Say how many lines in the records contain "block". The reply must consist of the number alone.

-.-.-

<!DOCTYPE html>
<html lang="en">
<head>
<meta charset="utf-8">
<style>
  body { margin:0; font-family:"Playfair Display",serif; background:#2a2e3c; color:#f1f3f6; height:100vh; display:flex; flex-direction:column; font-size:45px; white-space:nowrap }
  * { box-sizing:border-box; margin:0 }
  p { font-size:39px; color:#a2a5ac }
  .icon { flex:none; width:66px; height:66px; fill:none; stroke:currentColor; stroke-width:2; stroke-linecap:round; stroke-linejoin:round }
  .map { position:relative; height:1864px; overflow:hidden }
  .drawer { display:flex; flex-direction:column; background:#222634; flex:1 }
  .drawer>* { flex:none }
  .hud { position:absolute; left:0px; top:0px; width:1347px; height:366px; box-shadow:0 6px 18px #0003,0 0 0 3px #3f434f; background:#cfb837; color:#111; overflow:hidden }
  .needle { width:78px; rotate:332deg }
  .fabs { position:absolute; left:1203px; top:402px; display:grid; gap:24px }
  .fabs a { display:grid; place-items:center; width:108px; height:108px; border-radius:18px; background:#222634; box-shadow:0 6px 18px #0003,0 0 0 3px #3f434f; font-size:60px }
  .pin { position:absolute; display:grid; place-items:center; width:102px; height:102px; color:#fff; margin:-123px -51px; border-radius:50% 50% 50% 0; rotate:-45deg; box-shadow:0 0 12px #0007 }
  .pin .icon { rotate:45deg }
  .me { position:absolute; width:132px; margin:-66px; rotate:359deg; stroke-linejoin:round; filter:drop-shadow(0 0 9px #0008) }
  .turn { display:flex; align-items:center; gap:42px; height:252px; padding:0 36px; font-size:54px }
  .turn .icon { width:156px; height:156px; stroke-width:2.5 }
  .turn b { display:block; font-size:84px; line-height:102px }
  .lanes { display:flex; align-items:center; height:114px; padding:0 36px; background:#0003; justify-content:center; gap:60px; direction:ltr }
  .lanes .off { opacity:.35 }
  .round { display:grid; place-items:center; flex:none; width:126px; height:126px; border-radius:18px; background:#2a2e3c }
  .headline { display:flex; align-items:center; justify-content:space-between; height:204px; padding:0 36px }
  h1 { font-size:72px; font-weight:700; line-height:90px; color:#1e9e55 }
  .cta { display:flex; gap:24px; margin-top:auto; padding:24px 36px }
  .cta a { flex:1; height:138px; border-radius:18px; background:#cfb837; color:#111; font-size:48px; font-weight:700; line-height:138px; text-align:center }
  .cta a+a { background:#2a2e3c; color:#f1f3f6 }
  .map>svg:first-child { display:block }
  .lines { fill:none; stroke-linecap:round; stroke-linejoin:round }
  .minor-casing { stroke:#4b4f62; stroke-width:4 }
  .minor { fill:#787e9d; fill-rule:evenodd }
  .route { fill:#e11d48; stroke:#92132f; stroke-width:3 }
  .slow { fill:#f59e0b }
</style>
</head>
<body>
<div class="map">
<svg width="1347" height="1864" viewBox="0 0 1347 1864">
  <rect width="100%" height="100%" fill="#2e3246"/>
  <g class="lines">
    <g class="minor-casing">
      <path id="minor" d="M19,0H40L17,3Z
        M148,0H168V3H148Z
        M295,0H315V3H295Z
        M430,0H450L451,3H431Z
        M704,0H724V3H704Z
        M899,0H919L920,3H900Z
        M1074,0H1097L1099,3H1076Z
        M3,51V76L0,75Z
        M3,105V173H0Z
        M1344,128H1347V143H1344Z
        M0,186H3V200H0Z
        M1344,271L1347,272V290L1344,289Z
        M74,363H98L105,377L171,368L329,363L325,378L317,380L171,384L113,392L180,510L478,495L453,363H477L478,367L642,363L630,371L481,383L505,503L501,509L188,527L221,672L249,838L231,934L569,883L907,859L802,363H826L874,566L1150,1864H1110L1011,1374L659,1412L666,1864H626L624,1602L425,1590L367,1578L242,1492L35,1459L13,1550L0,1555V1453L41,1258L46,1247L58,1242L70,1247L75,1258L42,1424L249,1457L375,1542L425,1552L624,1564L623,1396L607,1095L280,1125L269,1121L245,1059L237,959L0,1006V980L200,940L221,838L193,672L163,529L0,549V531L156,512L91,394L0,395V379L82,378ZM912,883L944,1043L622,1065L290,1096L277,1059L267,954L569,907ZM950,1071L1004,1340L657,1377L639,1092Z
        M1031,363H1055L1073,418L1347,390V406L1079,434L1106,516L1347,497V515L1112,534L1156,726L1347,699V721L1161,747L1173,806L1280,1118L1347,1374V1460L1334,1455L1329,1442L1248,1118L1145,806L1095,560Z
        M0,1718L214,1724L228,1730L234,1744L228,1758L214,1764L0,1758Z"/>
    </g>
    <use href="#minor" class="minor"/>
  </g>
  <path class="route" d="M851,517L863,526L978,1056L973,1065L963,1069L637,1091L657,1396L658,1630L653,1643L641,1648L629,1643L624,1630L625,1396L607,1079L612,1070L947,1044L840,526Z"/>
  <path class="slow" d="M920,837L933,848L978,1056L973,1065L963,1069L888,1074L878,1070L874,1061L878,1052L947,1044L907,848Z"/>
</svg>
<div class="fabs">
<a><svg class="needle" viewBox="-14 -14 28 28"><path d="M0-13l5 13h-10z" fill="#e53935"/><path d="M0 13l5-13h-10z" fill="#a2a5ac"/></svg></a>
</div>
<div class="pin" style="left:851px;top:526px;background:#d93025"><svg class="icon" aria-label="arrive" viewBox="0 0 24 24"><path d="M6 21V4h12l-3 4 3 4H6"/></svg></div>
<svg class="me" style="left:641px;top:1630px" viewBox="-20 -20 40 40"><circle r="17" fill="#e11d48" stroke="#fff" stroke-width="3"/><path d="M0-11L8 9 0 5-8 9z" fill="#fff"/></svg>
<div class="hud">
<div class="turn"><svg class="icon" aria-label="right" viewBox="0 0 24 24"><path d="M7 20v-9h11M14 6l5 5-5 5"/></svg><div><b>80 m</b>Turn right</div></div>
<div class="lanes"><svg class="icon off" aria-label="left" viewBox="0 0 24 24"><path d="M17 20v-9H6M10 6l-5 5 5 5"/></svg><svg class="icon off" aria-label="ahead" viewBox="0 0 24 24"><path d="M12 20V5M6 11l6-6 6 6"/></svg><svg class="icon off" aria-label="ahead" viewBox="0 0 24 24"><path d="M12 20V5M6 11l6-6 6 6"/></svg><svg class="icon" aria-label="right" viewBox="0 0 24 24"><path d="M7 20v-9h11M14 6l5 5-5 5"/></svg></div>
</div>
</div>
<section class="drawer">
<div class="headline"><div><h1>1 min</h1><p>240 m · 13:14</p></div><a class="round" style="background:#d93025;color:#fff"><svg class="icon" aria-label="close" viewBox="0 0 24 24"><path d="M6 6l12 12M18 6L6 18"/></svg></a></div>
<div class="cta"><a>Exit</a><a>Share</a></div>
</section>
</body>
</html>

-.-.-

## Response
2